I have my suspicions as to what's going on. More than anything else, the piece has a deadline-racing quality to it. I don't envy the task to which the reviewer is set: Make this pop band feel relevant next to war and pestilence and global warming during drive time for the jazz after eight crowd; you've got less than five minutes; go. I'm not sure anyone could do wonderful work under those circumstances. Though, NPR-wise, I have to say that (full discloure: a former classmate of mine) Neda Ulaby tends to fill the same space as the average story but seems to preserve some delicacy (her Pinter piece in particular was excellent and that is coming from a devotee). I'd also rather listen to Alix Spiegel end a sentence than anyone else on the planet. And, just in case you don't already, start listening to On the Media immediately. Invaluable. Oh, and Sound Opinions merits a mention too.

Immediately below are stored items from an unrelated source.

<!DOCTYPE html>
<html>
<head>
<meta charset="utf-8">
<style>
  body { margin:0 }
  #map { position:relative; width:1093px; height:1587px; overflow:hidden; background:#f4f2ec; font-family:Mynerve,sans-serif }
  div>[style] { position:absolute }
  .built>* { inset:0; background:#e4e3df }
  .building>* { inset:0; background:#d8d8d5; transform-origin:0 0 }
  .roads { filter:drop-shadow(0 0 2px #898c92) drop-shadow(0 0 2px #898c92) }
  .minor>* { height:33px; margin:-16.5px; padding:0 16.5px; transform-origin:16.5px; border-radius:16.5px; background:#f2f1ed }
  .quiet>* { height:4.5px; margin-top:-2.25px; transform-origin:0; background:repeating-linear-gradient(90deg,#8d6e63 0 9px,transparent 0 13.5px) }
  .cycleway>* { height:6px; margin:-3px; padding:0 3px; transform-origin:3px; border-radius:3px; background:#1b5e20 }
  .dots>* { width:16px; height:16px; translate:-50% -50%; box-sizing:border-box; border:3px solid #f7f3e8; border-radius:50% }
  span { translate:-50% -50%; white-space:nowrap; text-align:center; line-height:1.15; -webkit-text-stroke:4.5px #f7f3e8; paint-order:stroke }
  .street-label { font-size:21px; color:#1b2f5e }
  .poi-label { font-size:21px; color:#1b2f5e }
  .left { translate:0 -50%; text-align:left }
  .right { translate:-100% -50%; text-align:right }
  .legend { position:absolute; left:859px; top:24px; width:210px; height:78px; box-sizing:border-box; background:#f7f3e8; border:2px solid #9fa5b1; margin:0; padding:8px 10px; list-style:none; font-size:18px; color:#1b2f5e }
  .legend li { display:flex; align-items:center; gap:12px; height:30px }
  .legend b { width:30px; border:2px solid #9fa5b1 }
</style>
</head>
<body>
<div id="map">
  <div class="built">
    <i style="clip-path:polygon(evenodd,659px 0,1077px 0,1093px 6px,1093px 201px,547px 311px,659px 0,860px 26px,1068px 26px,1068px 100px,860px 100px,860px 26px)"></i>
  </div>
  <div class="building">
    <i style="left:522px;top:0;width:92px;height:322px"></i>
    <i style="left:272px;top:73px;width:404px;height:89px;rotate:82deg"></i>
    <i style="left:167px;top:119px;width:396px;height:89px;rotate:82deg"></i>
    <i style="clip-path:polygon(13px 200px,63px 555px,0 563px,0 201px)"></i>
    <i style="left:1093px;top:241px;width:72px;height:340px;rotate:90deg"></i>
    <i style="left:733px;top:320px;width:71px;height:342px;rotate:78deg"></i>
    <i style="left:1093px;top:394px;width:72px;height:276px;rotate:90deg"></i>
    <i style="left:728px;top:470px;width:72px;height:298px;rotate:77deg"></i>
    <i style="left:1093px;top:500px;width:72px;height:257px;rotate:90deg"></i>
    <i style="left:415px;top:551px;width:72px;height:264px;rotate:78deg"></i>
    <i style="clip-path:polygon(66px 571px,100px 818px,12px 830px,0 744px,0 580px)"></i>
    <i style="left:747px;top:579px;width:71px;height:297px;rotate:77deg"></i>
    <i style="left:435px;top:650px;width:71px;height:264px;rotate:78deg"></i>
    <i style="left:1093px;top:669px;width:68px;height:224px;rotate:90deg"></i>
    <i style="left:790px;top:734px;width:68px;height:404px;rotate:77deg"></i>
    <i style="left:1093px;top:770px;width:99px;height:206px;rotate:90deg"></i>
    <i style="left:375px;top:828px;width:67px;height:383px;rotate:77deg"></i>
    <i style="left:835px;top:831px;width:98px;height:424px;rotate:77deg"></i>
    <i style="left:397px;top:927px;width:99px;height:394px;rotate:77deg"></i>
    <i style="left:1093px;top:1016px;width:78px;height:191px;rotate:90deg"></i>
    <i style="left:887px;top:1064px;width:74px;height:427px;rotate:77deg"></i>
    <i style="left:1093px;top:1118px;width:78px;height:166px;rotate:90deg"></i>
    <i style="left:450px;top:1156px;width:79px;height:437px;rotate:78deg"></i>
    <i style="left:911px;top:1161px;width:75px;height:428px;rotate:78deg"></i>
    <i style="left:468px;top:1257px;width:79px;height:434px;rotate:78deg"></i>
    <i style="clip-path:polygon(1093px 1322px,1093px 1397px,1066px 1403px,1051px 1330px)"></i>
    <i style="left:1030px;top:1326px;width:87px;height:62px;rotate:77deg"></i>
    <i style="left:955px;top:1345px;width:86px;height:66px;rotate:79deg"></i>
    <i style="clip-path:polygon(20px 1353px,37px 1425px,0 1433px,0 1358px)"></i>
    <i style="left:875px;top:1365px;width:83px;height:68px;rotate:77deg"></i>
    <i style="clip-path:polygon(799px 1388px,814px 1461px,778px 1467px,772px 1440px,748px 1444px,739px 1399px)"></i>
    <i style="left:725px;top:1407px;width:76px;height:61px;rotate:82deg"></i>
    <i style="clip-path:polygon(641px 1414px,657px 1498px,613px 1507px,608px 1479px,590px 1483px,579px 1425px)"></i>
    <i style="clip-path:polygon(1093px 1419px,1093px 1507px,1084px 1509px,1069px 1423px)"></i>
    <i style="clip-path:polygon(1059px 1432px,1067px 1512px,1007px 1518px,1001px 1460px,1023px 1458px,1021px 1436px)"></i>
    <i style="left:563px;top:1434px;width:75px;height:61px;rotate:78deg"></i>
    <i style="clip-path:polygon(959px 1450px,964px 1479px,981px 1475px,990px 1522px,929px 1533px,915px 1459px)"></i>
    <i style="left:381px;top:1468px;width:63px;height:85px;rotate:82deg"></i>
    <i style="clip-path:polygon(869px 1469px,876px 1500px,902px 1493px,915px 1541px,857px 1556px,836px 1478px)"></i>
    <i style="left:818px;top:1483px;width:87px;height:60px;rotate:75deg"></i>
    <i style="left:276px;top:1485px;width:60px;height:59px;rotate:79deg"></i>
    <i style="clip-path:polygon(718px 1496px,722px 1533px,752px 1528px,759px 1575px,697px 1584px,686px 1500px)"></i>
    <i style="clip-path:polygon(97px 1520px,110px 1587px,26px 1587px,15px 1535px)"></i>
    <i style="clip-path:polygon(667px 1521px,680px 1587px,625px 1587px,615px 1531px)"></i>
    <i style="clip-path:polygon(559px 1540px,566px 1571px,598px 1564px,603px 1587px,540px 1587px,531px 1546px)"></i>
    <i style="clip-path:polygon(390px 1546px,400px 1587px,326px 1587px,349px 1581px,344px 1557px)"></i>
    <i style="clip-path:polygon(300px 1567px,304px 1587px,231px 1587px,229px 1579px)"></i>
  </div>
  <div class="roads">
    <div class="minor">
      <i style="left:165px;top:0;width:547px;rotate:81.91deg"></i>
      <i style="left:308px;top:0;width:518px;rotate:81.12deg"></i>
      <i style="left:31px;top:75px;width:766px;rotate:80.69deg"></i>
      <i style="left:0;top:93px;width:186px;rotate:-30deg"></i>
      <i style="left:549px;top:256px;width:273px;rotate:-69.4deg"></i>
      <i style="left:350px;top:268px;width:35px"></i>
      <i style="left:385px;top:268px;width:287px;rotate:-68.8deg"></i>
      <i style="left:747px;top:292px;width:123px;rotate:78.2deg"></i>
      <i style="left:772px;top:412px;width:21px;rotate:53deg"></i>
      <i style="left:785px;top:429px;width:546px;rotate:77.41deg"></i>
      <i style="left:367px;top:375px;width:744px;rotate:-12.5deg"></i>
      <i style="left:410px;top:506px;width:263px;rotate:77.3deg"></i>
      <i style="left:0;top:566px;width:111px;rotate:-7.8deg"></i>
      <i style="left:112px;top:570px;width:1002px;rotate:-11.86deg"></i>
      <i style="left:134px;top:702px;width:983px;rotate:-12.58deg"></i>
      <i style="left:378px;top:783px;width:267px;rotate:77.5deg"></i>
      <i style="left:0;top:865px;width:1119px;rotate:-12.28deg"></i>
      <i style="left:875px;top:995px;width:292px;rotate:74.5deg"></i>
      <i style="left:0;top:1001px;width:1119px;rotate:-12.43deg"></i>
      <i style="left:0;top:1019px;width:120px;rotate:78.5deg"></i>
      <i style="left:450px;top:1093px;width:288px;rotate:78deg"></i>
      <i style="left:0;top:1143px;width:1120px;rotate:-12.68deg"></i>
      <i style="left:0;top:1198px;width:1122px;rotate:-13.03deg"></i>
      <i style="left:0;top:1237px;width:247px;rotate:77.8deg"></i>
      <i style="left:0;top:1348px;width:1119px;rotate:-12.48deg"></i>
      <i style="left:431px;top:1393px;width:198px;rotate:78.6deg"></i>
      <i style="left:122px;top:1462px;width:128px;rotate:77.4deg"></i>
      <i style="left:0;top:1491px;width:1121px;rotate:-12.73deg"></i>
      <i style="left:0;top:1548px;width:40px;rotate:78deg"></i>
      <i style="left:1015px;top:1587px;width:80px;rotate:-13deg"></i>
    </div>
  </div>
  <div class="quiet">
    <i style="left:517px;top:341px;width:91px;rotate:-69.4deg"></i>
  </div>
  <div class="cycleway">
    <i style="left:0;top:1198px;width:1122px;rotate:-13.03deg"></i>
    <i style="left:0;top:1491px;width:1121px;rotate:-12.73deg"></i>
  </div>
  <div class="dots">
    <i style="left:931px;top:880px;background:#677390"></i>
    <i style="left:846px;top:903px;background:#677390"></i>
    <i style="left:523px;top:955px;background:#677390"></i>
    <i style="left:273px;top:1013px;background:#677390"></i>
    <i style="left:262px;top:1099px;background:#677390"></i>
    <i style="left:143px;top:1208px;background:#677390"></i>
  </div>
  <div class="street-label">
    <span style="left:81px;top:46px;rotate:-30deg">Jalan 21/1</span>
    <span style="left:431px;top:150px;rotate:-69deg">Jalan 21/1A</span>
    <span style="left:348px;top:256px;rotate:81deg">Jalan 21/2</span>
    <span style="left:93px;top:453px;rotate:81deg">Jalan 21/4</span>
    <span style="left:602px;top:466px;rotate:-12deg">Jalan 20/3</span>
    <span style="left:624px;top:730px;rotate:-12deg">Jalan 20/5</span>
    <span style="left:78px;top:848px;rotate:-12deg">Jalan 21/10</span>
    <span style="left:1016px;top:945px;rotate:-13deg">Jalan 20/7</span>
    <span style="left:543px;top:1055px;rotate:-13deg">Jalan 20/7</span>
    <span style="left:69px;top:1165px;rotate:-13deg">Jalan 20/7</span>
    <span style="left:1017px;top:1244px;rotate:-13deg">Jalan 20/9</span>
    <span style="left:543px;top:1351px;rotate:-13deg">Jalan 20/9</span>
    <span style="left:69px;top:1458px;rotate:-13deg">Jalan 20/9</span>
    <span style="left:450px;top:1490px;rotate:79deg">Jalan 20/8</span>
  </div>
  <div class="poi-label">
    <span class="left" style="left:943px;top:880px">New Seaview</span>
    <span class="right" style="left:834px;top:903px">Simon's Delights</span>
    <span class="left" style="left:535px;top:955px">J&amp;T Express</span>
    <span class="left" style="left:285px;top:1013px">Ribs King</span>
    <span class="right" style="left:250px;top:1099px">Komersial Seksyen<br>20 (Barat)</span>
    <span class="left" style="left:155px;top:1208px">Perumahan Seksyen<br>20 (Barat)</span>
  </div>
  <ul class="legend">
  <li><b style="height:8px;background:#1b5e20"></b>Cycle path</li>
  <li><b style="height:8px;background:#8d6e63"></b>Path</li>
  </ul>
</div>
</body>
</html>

Or are the subject, these Monkeys, the problem? While she didn't throw any stones, a mention by Amy in what I think will be the SYF post of the year didn't motivate me to check them out (see Cat Scratch Fever here) so the first I'd ever heard them was in the review itself and I thought: Eh, they're fine. I know Sheffield isn't Belfast (or Leeds or Queens or Detroit) but "working class" and the foregrounding of local slang and diction brought to mind one possible forefather:
Barbed Wire Love - Stiff Little Fingers
"Alternative Ulster" or "Suspect Device" likely would drive my point home more forcefully in terms of their relation to the Monkeys, but I love that the Fingers wrestle pop, doo-wop and punk to the ground in the space of 3:33. That, to me, is swagger.
Wait, did I just spend nine-tenths of this post talking meta about why we need to be less meta? Lemme check...Crap.